(Dataset entries)
■ ■ ■ ■

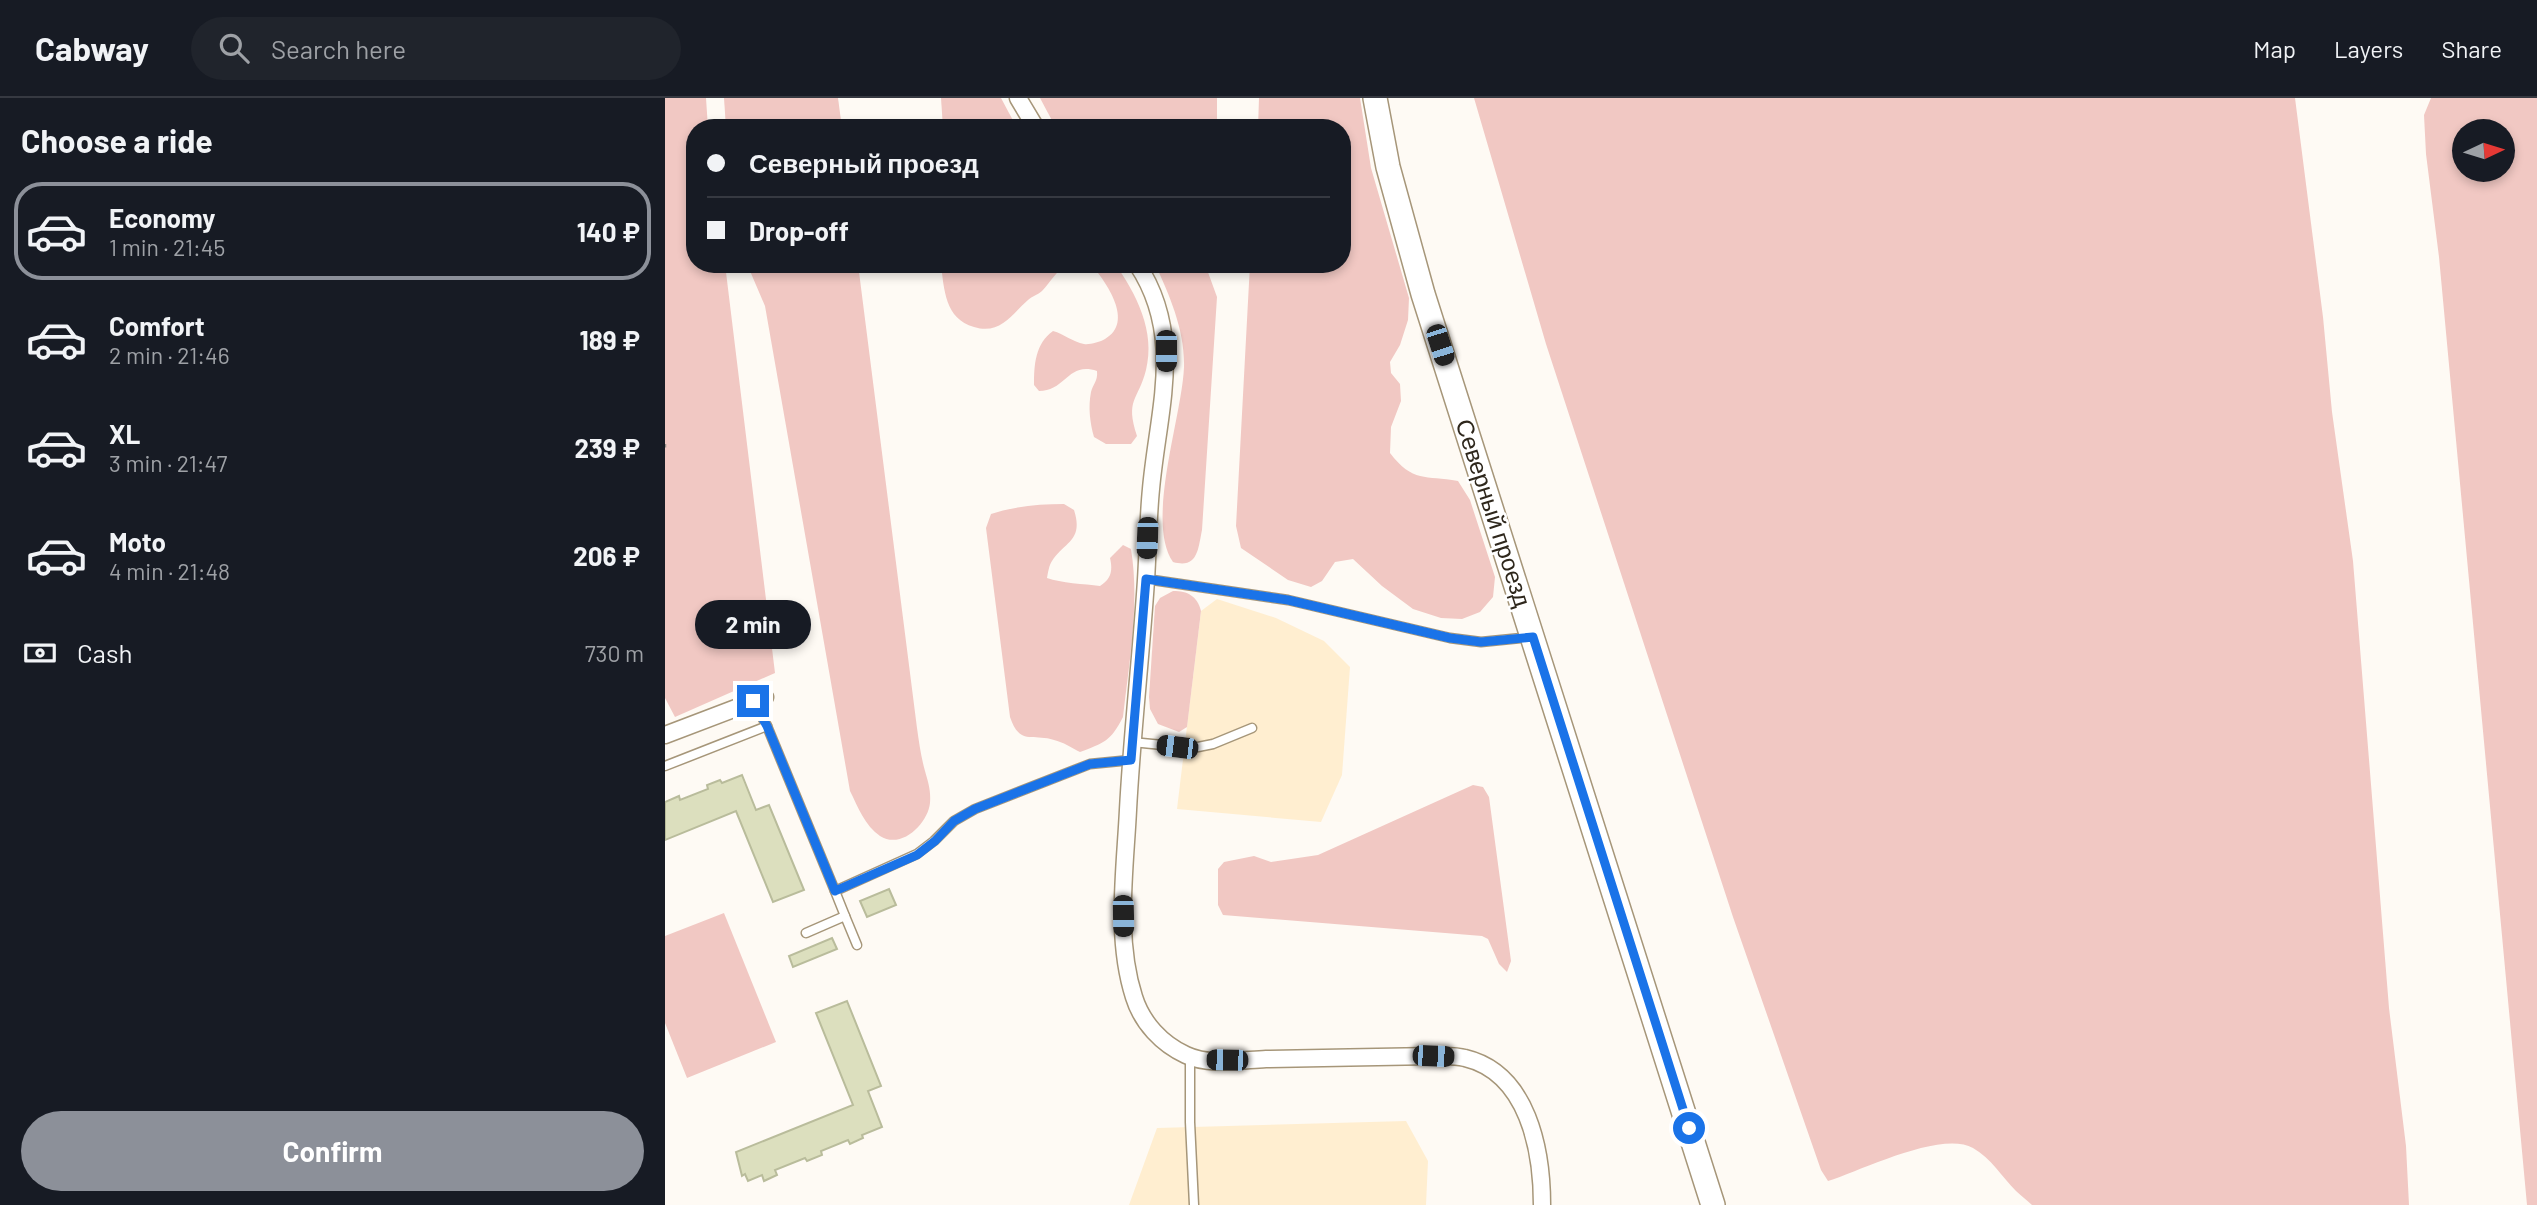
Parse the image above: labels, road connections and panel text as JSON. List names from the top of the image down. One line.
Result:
{"streets":{"street":["Северный проезд"]},"north":"right","page":{"header":"Cabway","search":"Search here","nav":["Map","Layers","Share"],"heading":"Choose a ride","banner":["Северный проезд","Drop-off"],"list":[{"name":"Economy","note":"1 min · 21:45","value":"140 ₽"},{"name":"Comfort","note":"2 min · 21:46","value":"189 ₽"},{"name":"XL","note":"3 min · 21:47","value":"239 ₽"},{"name":"Moto","note":"4 min · 21:48","value":"206 ₽"}],"bubble":"2 min","pay":["Cash","730 m"],"buttons":"Confirm"}}
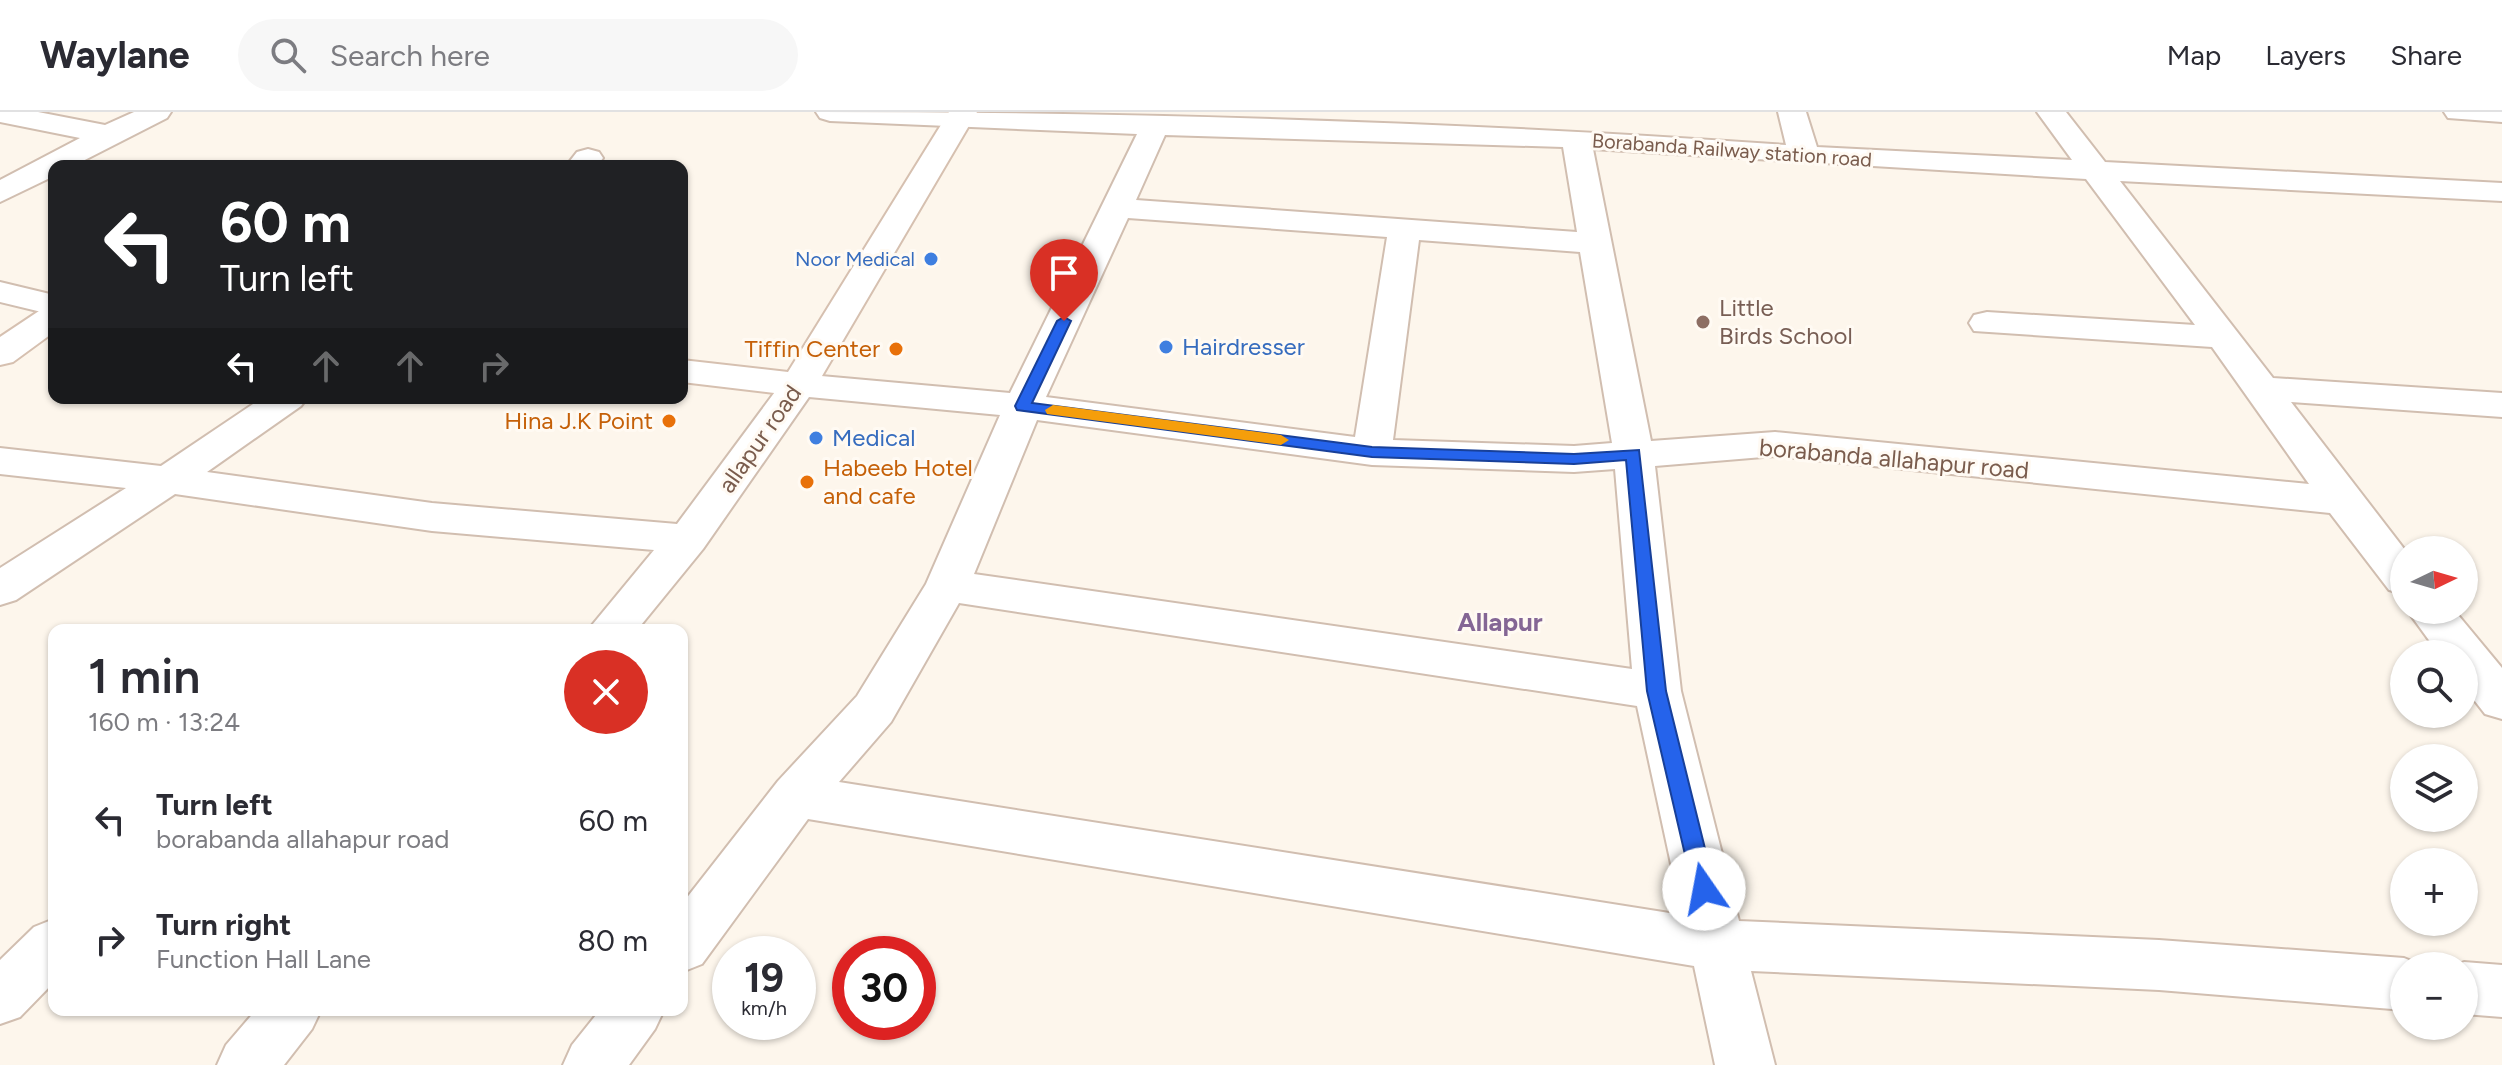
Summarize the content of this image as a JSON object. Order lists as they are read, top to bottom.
{
  "streets": {
    "street": ["Borabanda Railway station road", "allapur road", "borabanda allahapur road"]
  },
  "crossings": [
    ["Borabanda Railway station road", "allapur road"],
    ["allapur road", "borabanda allahapur road"]
  ],
  "districts": ["Allapur"],
  "places": [
    "Noor Medical",
    "Little Birds School",
    "Hairdresser",
    "Tiffin Center",
    "Hina J.K Point",
    "Medical",
    "Habeeb Hotel and cafe"
  ],
  "north": "right",
  "page": {
    "header": "Waylane",
    "search": "Search here",
    "nav": ["Map", "Layers", "Share"],
    "turn": ["60 m", "Turn left"],
    "map_buttons": ["+", "−"],
    "heading": ["1 min", "160 m · 13:24"],
    "list": [
      {
        "name": "Turn left",
        "note": "borabanda allahapur road",
        "value": "60 m"
      },
      {
        "name": "Turn right",
        "note": "Function Hall Lane",
        "value": "80 m"
      }
    ],
    "speed": "19 km/h",
    "limit": "30"
  }
}
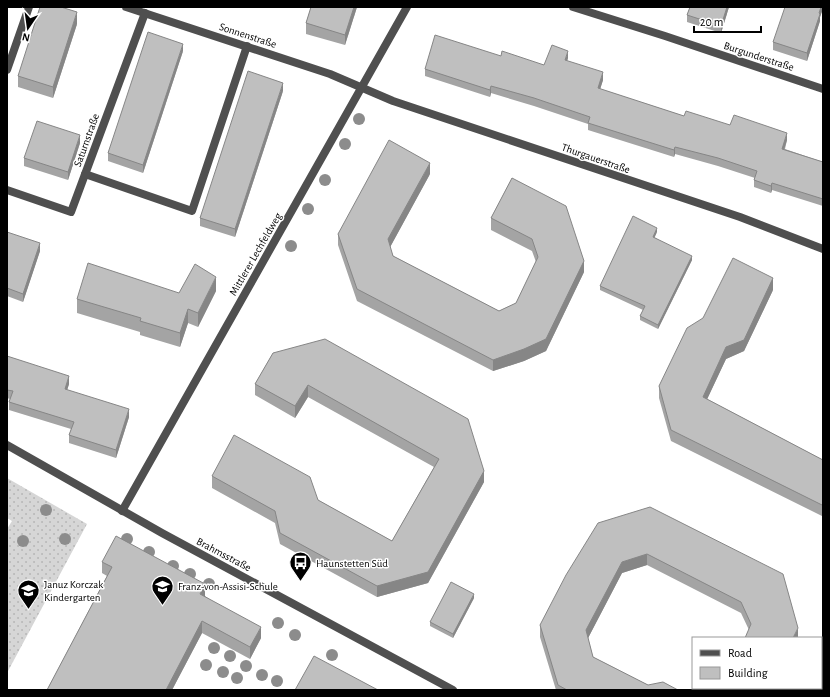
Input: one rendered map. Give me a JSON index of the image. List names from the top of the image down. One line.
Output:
{"streets":{"street":["Sonnenstraße","Burgunderstraße","Saturnstraße","Thurgauerstraße","Mittlerer Lechfeldweg","Brahmsstraße"]},"crossings":[["Sonnenstraße","Saturnstraße"],["Sonnenstraße","Thurgauerstraße"],["Sonnenstraße","Mittlerer Lechfeldweg"],["Thurgauerstraße","Mittlerer Lechfeldweg"],["Mittlerer Lechfeldweg","Brahmsstraße"]],"places":{"bus stop":["Haunstetten Süd"],"school or university":["Franz-von-Assisi-Schule","Januz Korczak Kindergarten"]},"legend":["Road","Building"],"scale_bar":"20 m","north":"bottom"}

■ ■ ■ ■

### What this task involves:
Repeat each record verbatim, pictures excluded.

### Answer to this exercise:
Parse the image above: labels, road connections and panel text as JSON. List names from the top of the image down. One line.
Result:
{"streets":{"street":["Северный проезд"]},"north":"right","page":{"header":"Cabway","search":"Search here","nav":["Map","Layers","Share"],"heading":"Choose a ride","banner":["Северный проезд","Drop-off"],"list":[{"name":"Economy","note":"1 min · 21:45","value":"140 ₽"},{"name":"Comfort","note":"2 min · 21:46","value":"189 ₽"},{"name":"XL","note":"3 min · 21:47","value":"239 ₽"},{"name":"Moto","note":"4 min · 21:48","value":"206 ₽"}],"bubble":"2 min","pay":["Cash","730 m"],"buttons":"Confirm"}}
Summarize the content of this image as a JSON object. Order lists as they are read, top to bottom.
{
  "streets": {
    "street": ["Borabanda Railway station road", "allapur road", "borabanda allahapur road"]
  },
  "crossings": [
    ["Borabanda Railway station road", "allapur road"],
    ["allapur road", "borabanda allahapur road"]
  ],
  "districts": ["Allapur"],
  "places": [
    "Noor Medical",
    "Little Birds School",
    "Hairdresser",
    "Tiffin Center",
    "Hina J.K Point",
    "Medical",
    "Habeeb Hotel and cafe"
  ],
  "north": "right",
  "page": {
    "header": "Waylane",
    "search": "Search here",
    "nav": ["Map", "Layers", "Share"],
    "turn": ["60 m", "Turn left"],
    "map_buttons": ["+", "−"],
    "heading": ["1 min", "160 m · 13:24"],
    "list": [
      {
        "name": "Turn left",
        "note": "borabanda allahapur road",
        "value": "60 m"
      },
      {
        "name": "Turn right",
        "note": "Function Hall Lane",
        "value": "80 m"
      }
    ],
    "speed": "19 km/h",
    "limit": "30"
  }
}
Input: one rendered map. Give me a JSON index of the image. List names from the top of the image down. One line.
Output:
{"streets":{"street":["Sonnenstraße","Burgunderstraße","Saturnstraße","Thurgauerstraße","Mittlerer Lechfeldweg","Brahmsstraße"]},"crossings":[["Sonnenstraße","Saturnstraße"],["Sonnenstraße","Thurgauerstraße"],["Sonnenstraße","Mittlerer Lechfeldweg"],["Thurgauerstraße","Mittlerer Lechfeldweg"],["Mittlerer Lechfeldweg","Brahmsstraße"]],"places":{"bus stop":["Haunstetten Süd"],"school or university":["Franz-von-Assisi-Schule","Januz Korczak Kindergarten"]},"legend":["Road","Building"],"scale_bar":"20 m","north":"bottom"}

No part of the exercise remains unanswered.